==== Exercise materials

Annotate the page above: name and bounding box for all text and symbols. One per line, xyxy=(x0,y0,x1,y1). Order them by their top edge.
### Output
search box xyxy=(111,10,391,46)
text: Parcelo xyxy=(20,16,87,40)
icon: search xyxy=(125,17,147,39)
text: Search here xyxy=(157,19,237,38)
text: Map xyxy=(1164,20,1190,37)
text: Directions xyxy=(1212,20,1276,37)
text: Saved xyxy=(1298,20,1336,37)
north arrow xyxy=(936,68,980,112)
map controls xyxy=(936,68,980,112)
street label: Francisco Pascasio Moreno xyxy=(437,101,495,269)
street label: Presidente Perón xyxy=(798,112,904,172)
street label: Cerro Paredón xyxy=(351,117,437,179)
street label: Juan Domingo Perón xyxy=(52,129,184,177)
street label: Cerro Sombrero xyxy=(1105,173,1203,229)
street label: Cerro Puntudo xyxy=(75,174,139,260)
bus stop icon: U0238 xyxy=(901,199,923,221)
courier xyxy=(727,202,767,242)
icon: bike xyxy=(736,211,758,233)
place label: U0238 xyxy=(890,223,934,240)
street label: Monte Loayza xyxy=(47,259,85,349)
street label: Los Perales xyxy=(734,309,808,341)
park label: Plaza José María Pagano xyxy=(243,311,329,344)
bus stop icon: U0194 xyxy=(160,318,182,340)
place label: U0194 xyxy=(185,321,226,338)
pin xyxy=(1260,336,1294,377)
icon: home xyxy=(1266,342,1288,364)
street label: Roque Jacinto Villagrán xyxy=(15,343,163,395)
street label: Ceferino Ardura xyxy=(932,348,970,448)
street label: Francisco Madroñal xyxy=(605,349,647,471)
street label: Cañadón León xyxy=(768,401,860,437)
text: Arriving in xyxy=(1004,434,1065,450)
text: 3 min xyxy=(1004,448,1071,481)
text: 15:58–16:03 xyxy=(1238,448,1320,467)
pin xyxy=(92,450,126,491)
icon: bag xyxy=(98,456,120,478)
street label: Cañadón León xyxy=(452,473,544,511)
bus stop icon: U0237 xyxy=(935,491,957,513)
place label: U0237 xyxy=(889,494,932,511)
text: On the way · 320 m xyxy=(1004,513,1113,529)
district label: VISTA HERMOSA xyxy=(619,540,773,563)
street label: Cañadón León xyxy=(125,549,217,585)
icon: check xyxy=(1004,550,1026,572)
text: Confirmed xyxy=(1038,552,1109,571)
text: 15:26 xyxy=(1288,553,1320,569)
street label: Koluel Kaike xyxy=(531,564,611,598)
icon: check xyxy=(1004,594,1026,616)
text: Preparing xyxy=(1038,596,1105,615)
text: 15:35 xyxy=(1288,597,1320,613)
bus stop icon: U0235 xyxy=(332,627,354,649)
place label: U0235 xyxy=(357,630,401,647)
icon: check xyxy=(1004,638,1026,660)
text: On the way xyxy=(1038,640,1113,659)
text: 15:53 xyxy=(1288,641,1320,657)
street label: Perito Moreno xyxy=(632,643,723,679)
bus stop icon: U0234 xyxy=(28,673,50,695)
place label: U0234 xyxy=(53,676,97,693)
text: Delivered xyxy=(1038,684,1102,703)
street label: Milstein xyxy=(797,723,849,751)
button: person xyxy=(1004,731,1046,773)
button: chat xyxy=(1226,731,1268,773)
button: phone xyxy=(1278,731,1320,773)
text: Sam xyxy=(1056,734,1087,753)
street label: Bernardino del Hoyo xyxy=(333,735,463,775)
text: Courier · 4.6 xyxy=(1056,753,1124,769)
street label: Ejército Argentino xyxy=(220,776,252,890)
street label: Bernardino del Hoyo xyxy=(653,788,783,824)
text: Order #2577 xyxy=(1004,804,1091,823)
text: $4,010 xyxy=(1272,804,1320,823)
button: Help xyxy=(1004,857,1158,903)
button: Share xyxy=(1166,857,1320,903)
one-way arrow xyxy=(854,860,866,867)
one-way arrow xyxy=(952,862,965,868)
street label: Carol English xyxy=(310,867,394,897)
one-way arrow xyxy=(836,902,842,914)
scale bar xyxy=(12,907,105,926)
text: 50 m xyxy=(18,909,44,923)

========

What you are asked to do: If a line in the data above holds the string "Cerro", report that line.

Response area:
street label: Cerro Paredón xyxy=(351,117,437,179)
street label: Cerro Sombrero xyxy=(1105,173,1203,229)
street label: Cerro Puntudo xyxy=(75,174,139,260)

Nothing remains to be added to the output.